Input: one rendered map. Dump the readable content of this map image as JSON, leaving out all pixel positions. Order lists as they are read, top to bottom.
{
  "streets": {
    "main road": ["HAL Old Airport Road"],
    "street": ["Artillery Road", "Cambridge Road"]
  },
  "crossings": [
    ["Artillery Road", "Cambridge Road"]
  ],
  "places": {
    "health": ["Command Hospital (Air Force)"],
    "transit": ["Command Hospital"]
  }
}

* _Problem details_
Retype each line above, keeping every character.

* _Expected answer_
Input: one rendered map. Dump the readable content of this map image as JSON, leaving out all pixel positions. Order lists as they are read, top to bottom.
{
  "streets": {
    "main road": ["HAL Old Airport Road"],
    "street": ["Artillery Road", "Cambridge Road"]
  },
  "crossings": [
    ["Artillery Road", "Cambridge Road"]
  ],
  "places": {
    "health": ["Command Hospital (Air Force)"],
    "transit": ["Command Hospital"]
  }
}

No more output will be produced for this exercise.